Nevertheless, OXtal can be used to easily model thousands of crystals, and we hope it can be used as a high-throughput filter that sits upstream of traditional, expensive physics-based validation, further scaling molecular crystal design.

Interested in the details? Find the preprint here: http://arxiv.org/abs/2512.06987

Code and a Google Colab will be released soon.

[1] Maddox, J. Crystals from first principles. Nature 335, 201 (1988).

[2] A classic example is Ritonavir, an antiretroviral medication. After it was marketed, a new, more stable (but less soluble) polymorph appeared, compromising the drug's bioavailability and forced a global recall and reformulation.

[3] In organic semiconductors, charge mobility is heavily dependent on molecular stacking. A slight variation in crystal packing can reduce charge carrier mobility by orders of magnitude, rendering the device (transistors, photovoltaics, OLED, etc.) inefficient.
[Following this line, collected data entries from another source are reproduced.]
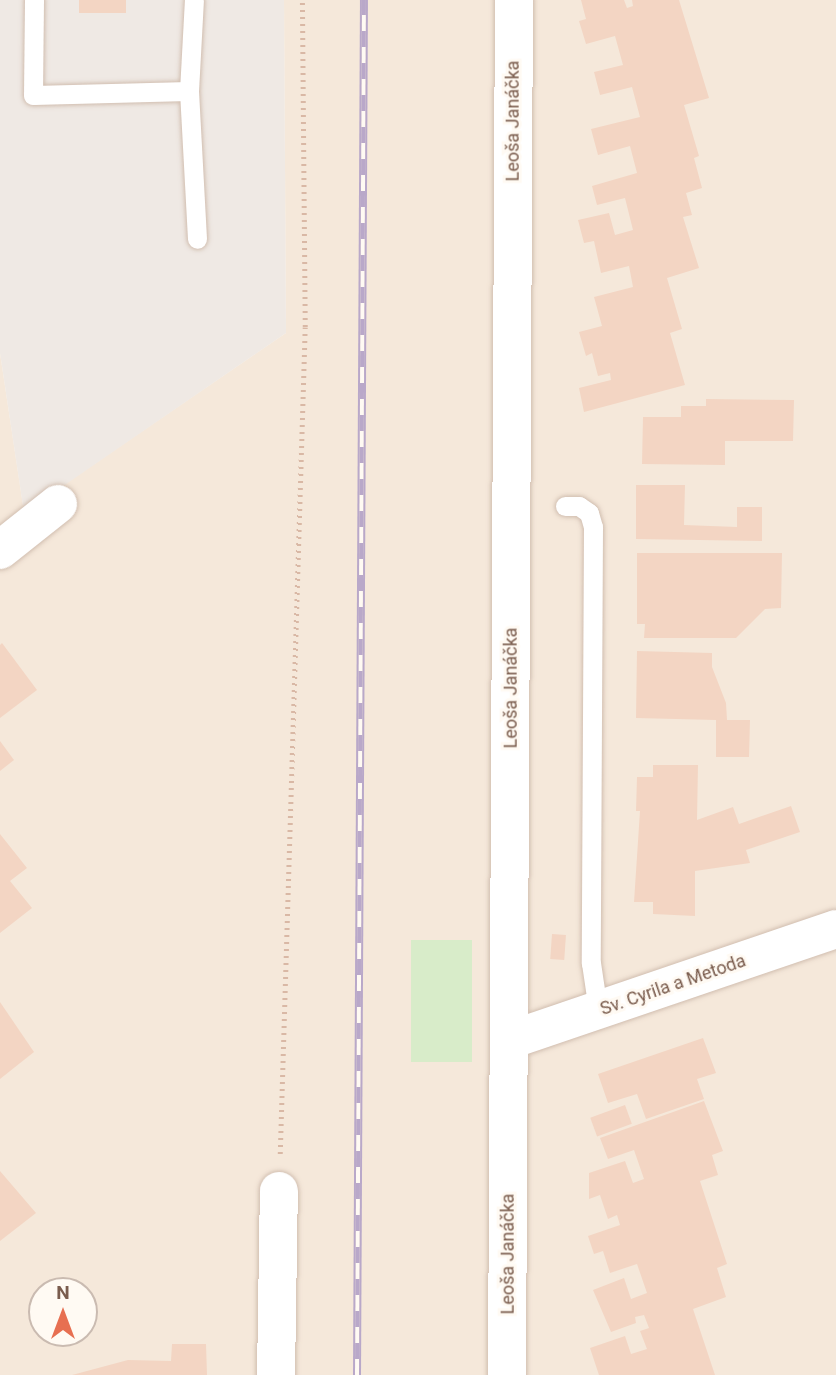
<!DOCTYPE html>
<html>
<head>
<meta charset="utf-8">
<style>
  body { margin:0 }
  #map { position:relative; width:836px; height:1375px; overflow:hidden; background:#fdf6ec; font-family:Roboto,sans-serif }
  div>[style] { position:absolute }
  .residential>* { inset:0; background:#f5e8da }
  .industrial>* { inset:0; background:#efe9e4 }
  .green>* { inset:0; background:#d8ecc9; transform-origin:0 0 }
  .building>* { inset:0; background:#f3d5c3; transform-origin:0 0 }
  .path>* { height:4.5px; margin-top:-2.25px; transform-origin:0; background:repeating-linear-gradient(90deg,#d9b8a5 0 2px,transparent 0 7px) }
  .roads { filter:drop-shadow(0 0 2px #d1beb0) drop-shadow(0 0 2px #d1beb0) }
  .lane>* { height:19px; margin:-9.5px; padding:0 9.5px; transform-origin:9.5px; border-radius:9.5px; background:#fff }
  .street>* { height:38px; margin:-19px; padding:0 19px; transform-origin:19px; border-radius:19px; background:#fff }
  .rail>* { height:8px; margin-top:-4px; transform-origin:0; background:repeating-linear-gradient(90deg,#fffaf3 0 16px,#b9a8c9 0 32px); box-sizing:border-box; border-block:2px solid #b9a8c9 }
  span { translate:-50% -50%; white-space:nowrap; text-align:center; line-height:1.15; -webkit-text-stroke:6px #fffaf3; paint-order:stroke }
  .street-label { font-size:18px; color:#7a5c4d }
  .north { position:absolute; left:28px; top:1277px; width:70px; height:70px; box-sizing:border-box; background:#fffaf3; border:2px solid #cabbb1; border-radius:50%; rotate:0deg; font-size:19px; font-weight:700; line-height:28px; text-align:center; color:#7a5c4d }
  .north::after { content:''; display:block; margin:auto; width:24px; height:32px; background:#e76f51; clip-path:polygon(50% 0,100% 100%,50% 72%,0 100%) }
</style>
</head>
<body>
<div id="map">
  <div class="residential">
    <div style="clip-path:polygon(evenodd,284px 0,836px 0,836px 1375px,0 1375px,0 353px,24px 512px,286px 333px,284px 0,42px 1291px,84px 1291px,84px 1333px,42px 1333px,42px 1291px)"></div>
  </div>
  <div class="industrial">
    <div style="clip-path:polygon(0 0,284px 0,286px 333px,24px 513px,0 353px)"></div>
  </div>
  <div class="green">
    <div style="left:472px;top:940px;width:122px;height:61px;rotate:90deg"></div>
  </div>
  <div class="building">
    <div style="left:79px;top:0;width:47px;height:13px"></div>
    <div style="clip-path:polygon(581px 0,624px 0,627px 8px,633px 6px,632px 0,679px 0,709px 98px,684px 105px,699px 156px,694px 158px,702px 188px,686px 193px,692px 215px,683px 217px,699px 268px,667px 278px,682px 329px,670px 333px,685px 385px,584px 412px,579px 388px,611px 380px,610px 373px,598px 376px,592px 353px,586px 356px,579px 332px,602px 326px,594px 297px,633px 287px,629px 266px,601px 273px,594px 241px,584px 243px,578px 220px,609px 213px,615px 235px,633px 230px,625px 198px,597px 205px,592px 186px,637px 173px,630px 146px,598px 155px,591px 129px,640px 117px,632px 87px,600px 95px,594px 72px,623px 65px,615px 36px,586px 44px,579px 21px,586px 19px)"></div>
    <div style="clip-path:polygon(706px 399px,794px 400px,793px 441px,725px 441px,725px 465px,642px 464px,643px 417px,681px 417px,681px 406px,706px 406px)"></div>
    <div style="clip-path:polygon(636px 485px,685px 485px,684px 525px,737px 527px,737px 507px,762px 507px,762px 541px,636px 539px)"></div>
    <div style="clip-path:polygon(637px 553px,782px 553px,781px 608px,765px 609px,736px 638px,644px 638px,645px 624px,637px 624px)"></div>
    <div style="clip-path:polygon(2px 643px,37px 690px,0 718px,0 645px)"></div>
    <div style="clip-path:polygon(637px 651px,712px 653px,712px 667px,726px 703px,727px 720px,750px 720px,749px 757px,716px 757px,716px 720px,636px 718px)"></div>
    <div style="clip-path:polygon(0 741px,14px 760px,0 771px)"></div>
    <div style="clip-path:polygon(653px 765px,698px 765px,697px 820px,733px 807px,739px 824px,791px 806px,800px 832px,746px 850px,750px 863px,695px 871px,695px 916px,653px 914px,653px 902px,634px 902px,640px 811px,636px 811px,637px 777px,653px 777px)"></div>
    <div style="clip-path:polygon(0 834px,27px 868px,10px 881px,32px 908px,0 933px)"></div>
    <div style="left:552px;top:934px;width:14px;height:25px;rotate:4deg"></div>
    <div style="clip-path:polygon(0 1002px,34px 1052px,0 1079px)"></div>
    <div style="clip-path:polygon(703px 1038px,716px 1073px,697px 1079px,704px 1099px,646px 1119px,637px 1094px,608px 1103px,598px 1074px)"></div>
    <div style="clip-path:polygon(704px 1101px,723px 1151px,712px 1155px,718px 1175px,700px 1181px,727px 1264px,717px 1268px,726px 1297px,693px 1309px,715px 1375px,599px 1375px,590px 1348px,625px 1336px,631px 1354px,647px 1349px,640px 1331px,649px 1328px,644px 1315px,635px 1317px,636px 1323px,611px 1332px,593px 1290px,624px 1278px,631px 1299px,647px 1293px,637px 1264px,610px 1273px,603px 1251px,594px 1254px,588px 1236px,620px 1225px,617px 1215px,608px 1219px,600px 1195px,589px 1199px,589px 1173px,625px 1161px,633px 1183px,644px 1179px,634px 1150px,608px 1159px,600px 1138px)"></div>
    <div style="left:625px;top:1105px;width:20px;height:37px;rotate:70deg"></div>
    <div style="clip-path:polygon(0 1171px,36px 1213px,0 1241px)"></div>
    <div style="clip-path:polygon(172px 1344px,206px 1344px,207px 1375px,72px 1375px,128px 1360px,171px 1361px)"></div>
  </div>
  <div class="path">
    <div style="left:280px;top:1154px;width:827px;rotate:-88.27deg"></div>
    <div style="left:305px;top:327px;width:327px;rotate:-90.5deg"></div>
  </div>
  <div class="roads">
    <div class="lane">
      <div style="left:34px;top:0;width:95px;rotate:90.6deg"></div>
      <div style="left:33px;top:95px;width:156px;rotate:-1.5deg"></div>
      <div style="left:189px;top:91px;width:91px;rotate:-86.9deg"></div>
      <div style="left:189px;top:91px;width:148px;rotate:86.9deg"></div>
      <div style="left:565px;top:506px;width:14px"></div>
      <div style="left:579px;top:506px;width:12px;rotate:35deg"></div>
      <div style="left:589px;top:513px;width:15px;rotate:74deg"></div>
      <div style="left:593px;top:527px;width:436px;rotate:90.3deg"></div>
      <div style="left:591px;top:963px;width:48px;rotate:81.5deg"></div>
    </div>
    <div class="street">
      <div style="left:0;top:550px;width:74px;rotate:-38.4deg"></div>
      <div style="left:510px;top:1040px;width:344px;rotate:-18.8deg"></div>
      <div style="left:276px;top:1375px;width:184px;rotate:-89.1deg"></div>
      <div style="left:507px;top:1375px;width:1375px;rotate:-89.71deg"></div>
    </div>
  </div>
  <div class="rail">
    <div style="left:357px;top:1375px;width:1375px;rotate:-89.71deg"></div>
  </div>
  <div class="street-label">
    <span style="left:513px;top:121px;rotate:-90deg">Leoša Janáčka</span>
    <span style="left:511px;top:688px;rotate:-90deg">Leoša Janáčka</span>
    <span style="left:673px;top:985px;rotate:-19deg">Sv. Cyrila a Metoda</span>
    <span style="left:508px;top:1254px;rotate:-90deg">Leoša Janáčka</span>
  </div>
  <div class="north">N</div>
</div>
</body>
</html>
[4] Exact solutions to the Schrödinger equation for many-body systems are impossible to calculate efficiently. DFT reformulates the problem in terms of the electron density rather than the wave function of every individual electron. With the exact exchange–correlation functional, DFT would reproduce the exact ground-state energy, but in practice only approximate functionals are available. This framework, for which Walter Kohn and John Pople were awarded the 1998 Nobel Prize in Chemistry, makes quantum mechanical calculations feasible, though still computationally heavy for large searches.
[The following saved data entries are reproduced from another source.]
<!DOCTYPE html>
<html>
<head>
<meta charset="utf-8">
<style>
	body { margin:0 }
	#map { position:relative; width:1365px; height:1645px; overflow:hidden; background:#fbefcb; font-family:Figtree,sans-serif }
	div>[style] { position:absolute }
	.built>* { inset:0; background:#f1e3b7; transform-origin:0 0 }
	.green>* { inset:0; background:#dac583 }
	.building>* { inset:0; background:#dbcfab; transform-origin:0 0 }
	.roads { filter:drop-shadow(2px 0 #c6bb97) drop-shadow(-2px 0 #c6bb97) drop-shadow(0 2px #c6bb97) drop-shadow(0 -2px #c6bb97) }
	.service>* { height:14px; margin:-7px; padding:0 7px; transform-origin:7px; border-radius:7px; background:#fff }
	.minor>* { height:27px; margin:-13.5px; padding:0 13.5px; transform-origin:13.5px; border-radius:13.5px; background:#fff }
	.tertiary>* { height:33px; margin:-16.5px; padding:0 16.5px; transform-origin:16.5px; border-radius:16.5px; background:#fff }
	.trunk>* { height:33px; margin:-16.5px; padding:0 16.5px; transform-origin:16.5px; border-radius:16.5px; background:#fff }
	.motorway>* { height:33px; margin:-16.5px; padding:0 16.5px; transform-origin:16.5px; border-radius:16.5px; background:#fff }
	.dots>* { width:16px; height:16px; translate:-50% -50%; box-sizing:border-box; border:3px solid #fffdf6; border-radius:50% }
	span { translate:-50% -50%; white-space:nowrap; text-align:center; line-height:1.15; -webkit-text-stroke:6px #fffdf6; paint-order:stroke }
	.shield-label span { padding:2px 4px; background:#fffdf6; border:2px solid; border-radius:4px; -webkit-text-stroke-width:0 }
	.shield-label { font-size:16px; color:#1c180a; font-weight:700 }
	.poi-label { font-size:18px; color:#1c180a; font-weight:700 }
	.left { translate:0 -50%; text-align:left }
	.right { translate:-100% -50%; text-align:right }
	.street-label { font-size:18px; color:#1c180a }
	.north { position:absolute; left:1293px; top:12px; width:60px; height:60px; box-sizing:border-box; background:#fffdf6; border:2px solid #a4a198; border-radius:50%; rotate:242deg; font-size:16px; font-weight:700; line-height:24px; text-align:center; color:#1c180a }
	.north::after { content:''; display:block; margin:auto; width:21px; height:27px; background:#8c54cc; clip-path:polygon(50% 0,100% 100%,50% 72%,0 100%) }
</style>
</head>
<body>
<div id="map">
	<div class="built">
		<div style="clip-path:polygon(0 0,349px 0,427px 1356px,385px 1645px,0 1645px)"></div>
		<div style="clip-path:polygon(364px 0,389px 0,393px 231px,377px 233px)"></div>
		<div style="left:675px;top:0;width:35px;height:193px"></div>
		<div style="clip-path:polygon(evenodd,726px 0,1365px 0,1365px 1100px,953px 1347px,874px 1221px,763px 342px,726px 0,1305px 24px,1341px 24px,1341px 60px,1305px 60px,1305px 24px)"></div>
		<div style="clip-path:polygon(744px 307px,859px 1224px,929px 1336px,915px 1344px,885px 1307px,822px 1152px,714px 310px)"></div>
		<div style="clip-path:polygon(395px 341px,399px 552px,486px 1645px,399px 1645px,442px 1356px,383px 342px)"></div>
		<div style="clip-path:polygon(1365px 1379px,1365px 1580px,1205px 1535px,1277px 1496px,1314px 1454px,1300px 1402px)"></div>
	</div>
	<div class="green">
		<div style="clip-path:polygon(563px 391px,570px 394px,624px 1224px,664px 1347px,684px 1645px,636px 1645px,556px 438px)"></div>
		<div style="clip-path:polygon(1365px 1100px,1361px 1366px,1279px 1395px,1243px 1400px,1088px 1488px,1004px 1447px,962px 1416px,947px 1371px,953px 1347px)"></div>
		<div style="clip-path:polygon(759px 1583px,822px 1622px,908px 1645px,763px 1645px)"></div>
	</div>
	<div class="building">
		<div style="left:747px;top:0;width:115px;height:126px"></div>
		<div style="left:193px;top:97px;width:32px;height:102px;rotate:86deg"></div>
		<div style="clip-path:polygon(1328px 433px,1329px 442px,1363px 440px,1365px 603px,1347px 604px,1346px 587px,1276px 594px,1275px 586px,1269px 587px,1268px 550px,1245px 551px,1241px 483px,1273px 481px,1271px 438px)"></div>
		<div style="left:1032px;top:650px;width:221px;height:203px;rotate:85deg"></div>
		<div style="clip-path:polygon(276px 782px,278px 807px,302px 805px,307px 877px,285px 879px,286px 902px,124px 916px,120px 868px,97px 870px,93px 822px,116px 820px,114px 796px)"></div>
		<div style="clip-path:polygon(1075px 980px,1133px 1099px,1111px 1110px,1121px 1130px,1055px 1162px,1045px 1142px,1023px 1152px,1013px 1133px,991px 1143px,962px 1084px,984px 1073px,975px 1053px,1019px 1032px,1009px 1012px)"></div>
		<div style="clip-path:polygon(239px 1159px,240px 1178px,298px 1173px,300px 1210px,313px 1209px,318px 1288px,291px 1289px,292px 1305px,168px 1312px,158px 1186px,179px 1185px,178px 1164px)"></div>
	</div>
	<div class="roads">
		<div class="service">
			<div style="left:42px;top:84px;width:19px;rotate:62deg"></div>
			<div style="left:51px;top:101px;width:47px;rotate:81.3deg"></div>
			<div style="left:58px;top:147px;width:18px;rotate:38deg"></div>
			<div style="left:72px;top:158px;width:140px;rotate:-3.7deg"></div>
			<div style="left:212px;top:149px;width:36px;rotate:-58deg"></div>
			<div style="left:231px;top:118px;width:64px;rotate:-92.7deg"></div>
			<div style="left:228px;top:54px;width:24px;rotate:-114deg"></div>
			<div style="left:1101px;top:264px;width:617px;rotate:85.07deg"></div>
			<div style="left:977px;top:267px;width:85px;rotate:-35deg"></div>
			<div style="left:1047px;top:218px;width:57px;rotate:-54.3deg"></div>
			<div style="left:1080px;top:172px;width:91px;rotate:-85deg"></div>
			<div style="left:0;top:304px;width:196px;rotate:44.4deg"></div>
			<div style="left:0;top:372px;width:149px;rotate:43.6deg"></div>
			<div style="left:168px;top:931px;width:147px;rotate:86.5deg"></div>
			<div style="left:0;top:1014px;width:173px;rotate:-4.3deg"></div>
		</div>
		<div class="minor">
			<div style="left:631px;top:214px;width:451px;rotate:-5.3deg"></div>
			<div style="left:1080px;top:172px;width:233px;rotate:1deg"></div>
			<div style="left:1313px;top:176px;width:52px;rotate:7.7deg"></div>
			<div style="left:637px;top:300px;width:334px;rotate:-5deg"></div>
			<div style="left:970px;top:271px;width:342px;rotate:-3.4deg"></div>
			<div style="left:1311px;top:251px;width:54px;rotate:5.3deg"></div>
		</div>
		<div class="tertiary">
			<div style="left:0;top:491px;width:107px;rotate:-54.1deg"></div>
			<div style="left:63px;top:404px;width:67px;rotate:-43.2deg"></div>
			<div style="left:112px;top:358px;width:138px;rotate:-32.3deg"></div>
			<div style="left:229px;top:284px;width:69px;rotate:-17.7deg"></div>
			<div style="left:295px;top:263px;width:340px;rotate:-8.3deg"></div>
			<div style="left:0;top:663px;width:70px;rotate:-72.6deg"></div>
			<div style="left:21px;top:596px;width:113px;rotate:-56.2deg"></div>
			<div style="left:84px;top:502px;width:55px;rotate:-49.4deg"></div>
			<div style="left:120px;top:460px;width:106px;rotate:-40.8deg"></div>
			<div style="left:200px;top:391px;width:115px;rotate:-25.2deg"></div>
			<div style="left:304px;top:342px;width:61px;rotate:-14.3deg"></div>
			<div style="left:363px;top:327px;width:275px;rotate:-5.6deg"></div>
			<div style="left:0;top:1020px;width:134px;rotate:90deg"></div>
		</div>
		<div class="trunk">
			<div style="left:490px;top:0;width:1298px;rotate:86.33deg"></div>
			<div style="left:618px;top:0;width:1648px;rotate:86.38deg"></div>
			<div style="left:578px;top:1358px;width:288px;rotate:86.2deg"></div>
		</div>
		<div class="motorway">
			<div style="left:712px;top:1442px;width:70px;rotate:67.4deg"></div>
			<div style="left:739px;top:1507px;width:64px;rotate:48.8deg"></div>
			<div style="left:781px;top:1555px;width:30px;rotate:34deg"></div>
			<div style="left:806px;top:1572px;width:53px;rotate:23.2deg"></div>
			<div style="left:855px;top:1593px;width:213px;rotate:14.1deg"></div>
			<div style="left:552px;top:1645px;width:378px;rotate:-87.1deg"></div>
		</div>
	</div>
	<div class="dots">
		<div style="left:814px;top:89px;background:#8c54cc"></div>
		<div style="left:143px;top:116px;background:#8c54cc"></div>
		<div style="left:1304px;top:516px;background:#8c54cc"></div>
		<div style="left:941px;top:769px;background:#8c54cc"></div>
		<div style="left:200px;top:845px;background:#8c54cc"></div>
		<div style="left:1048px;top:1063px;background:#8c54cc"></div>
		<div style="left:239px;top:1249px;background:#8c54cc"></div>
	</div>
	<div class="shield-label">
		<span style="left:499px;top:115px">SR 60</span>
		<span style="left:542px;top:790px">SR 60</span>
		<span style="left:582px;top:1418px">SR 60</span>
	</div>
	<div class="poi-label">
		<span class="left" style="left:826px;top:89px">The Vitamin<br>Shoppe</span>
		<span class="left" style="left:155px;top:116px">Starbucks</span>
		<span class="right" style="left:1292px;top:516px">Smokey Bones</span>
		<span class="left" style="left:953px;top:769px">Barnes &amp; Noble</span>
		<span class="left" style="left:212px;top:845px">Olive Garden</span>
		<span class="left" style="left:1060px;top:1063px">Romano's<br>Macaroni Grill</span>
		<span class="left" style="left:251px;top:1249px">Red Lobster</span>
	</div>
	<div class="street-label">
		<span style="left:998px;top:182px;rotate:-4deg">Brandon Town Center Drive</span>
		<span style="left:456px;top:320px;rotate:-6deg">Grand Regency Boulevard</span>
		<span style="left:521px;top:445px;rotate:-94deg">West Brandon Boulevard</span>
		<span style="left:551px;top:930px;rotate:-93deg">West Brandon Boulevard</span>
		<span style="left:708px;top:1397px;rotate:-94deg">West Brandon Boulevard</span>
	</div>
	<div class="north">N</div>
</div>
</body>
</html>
[5] Although there are 7 crystal targets, one co-crystal contains polymorphs with two different stoichiometries. Therefore, there are technically 8 crystal structures in total.

[6] This is calculated based on AWS on-demand pricing for c5.large at us-east-1, which is priced at $0.085/hr. Spot pricing, which is currently $0.045/hr, would be ~$2M USD.

[7] Wang Y., Elhag A. A., et al., Swallowing the Bitter Pill: Simplified Scalable Conformer Generation. ICML 2024; Abramson, Josh, et al. Accurate structure prediction of biomolecular interactions with AlphaFold 3. Nature 630, 493 (2024)

[8] Very roughly, S⁴ samples successive “shells” of neighboring molecules around a reference molecule while enforcing the overall stoichiometry of the crystal. During training, the model sees many randomly oriented local neighborhoods of varying sizes, which encourages it to learn repeating interactions without explicitly encoding full space-group symmetry.

[9] Here, we specifically refer to ab initio ML methods without any geometric inductive biases or optimization. There are recent ML-based methods like FastCSP which combine search methods with an ML-based energy function. OXtal, on the other hand, does not require any energy function and directly reproduces the underlying thermodynamic and kinetic regularities by learning from data.